You can analyze many different angles about second thoughts. You can bring confidence into the equation and with that comes past experiences or even ignorance. Sometimes you don’t know what you don’t know.

Have you agonized enough? Thought it through, over and over again? Listed the pros and cons, yet still feel uncertainty?

Second Thoughts

Making the best choice often comes down to belief. Do you belief in the path in front of you? For employee teams, do they believe?

One of the greatest challenges of leadership is to develop a belief in the followers. It is not trying to develop a belief in the leader, it is about trying to develop a belief in the follower. Big difference.

Things will always change. A decision to leave your home without an umbrella can turn out the wrong way later within the same day.

When you make decisions in the present, or for the future, you’ve made the best decision you can make.

At that time, at the exact moment, it often is the right decision. Sometimes later, after things have changed, it is easy to suggest it was a poor decision.

Second thoughts shouldn’t always occur. They also shouldn’t always be dismissed.

Second thoughts are often a test that you’re still on the right path.

In life and in business every day is a fluid experience. Things ebb and flow.

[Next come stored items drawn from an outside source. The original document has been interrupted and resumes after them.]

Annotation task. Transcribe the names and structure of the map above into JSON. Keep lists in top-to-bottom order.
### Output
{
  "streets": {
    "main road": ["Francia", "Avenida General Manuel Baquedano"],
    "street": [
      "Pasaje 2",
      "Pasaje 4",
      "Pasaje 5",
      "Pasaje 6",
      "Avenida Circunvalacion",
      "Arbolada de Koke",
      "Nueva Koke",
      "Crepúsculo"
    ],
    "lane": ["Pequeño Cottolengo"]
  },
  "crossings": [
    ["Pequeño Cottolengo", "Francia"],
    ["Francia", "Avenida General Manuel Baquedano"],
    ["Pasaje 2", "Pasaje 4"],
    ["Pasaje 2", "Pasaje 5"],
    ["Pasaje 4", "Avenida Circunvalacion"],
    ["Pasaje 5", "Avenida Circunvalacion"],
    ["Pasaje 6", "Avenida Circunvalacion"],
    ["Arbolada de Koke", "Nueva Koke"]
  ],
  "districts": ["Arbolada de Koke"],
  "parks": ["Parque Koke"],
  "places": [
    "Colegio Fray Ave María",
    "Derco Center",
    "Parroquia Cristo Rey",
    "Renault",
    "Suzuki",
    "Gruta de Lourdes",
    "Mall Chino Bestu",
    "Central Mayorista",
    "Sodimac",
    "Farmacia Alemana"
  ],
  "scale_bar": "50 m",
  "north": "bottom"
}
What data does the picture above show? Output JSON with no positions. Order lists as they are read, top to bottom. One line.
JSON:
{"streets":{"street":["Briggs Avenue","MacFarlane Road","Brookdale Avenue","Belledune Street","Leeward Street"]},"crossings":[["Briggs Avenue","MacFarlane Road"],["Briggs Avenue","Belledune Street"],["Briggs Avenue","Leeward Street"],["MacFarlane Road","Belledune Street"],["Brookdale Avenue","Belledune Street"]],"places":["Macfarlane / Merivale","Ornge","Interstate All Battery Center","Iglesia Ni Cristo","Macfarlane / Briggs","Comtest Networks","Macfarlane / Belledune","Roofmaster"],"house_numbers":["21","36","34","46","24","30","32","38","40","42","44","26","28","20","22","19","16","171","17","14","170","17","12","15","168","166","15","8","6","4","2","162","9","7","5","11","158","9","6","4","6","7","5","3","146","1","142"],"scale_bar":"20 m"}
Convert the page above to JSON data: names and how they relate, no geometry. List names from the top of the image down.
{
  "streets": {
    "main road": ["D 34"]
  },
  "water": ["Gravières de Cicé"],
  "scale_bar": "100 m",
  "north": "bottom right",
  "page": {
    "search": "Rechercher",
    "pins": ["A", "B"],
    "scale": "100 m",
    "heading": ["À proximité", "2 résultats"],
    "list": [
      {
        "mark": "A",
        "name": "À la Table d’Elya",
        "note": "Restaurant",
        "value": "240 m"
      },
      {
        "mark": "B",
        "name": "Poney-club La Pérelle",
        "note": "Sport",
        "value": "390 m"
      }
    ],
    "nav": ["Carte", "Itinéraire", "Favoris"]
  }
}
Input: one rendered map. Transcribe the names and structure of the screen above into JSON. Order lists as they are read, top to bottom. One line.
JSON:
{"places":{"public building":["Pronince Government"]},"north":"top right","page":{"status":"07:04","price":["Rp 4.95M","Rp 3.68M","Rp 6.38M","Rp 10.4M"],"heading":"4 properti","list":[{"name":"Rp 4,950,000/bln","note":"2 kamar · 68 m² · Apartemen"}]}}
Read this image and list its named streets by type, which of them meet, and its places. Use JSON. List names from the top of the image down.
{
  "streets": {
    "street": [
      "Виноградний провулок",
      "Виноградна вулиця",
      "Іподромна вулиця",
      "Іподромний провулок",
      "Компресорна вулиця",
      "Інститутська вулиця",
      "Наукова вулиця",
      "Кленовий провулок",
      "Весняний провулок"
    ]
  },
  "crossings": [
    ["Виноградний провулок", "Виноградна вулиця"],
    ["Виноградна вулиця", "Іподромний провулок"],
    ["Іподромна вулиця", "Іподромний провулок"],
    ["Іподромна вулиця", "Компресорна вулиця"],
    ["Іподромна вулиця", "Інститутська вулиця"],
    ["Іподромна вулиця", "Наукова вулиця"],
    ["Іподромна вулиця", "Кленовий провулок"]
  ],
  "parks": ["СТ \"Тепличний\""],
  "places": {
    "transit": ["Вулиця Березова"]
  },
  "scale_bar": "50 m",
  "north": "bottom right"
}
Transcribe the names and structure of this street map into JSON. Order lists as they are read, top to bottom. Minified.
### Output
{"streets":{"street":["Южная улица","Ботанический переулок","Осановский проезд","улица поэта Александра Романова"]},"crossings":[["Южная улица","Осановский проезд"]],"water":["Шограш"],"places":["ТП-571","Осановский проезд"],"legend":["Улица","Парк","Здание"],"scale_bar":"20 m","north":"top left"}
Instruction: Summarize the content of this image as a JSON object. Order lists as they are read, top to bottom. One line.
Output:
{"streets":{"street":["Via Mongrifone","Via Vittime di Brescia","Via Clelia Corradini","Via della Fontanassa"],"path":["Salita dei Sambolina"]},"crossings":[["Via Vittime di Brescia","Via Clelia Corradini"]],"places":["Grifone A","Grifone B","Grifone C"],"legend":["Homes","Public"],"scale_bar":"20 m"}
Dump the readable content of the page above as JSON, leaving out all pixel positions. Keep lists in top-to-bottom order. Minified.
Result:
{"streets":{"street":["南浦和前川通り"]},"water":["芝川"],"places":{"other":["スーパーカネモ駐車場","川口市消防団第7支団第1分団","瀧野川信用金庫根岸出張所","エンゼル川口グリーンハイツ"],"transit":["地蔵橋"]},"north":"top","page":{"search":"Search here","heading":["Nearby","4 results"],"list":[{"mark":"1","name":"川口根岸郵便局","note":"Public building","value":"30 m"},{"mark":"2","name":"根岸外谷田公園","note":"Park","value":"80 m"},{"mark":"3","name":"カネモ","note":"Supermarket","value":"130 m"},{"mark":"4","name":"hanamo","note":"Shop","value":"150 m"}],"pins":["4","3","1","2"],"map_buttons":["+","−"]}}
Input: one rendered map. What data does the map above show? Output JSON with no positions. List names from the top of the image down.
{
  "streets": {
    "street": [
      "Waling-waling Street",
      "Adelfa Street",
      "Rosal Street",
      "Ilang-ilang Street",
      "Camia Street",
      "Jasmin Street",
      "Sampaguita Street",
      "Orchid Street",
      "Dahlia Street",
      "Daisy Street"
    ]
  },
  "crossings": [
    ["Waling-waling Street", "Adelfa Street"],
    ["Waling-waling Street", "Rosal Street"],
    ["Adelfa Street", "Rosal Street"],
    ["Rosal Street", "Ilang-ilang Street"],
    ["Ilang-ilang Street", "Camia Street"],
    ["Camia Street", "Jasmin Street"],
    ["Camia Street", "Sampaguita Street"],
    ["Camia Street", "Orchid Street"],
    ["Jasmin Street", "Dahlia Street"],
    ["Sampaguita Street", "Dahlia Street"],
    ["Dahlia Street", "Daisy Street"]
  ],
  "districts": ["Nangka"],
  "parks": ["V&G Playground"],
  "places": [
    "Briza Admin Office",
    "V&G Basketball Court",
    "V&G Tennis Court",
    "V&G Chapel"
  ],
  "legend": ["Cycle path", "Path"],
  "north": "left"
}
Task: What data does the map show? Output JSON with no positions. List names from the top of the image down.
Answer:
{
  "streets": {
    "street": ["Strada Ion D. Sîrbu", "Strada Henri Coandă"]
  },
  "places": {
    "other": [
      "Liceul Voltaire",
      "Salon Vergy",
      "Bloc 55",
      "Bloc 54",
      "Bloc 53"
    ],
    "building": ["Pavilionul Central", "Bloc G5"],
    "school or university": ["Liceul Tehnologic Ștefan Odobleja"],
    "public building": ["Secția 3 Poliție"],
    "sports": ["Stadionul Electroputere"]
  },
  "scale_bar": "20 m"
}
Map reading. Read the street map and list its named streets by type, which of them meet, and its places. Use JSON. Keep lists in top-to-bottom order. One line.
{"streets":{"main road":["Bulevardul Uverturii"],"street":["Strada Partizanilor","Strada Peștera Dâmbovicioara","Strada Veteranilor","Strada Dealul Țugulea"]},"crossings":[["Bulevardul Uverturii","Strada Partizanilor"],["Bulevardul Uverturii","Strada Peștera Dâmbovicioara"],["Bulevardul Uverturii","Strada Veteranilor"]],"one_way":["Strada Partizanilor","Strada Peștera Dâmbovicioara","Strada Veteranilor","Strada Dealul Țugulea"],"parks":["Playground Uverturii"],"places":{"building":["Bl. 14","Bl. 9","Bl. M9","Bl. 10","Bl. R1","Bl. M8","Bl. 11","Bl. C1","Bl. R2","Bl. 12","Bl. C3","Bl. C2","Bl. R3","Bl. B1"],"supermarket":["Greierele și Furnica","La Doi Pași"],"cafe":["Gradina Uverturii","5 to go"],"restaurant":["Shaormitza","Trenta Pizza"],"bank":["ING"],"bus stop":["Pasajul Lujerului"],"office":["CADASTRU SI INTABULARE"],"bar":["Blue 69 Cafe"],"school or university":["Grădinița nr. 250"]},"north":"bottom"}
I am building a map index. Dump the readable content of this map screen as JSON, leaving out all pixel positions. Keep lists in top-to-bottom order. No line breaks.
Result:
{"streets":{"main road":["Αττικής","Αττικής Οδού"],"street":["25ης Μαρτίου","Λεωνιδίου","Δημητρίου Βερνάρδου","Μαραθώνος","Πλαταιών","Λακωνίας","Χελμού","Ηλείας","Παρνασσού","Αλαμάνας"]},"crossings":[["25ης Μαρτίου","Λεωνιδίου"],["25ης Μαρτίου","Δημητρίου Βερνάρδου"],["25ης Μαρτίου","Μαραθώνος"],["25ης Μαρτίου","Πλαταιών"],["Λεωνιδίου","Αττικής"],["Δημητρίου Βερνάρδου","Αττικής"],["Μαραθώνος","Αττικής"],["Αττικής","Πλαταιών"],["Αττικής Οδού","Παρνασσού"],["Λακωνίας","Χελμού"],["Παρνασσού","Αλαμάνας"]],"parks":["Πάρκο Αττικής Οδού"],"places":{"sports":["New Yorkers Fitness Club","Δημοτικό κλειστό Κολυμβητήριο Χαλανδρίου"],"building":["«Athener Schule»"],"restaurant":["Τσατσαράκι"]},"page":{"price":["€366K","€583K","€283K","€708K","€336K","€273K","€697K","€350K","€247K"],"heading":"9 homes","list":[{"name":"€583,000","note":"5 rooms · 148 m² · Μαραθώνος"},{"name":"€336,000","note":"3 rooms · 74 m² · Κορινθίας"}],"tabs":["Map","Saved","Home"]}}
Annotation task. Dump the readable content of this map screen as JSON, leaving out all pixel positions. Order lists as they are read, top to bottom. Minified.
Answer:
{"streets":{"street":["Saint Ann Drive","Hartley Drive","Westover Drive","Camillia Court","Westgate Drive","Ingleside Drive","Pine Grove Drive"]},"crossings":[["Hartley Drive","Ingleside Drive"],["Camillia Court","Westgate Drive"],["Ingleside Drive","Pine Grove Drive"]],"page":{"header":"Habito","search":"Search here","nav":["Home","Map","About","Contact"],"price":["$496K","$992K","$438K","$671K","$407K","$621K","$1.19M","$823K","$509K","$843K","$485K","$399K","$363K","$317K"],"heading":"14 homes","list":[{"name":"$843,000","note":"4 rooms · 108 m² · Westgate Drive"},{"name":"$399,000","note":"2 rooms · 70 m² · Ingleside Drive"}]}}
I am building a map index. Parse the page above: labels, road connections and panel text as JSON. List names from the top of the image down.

Maybe it really means that you’re heading in the right direction.

Keep going.

-DEG

Dennis E. Gilbert is a business consultant, speaker (CSPTM), and corporate trainer. He is a five-time author and the founder of Appreciative Strategies, LLC. His business focuses on positive human performance improvement solutions through Appreciative Strategies®. Reach him through his website at Dennis-Gilbert.com or by calling +1 646.546.5553.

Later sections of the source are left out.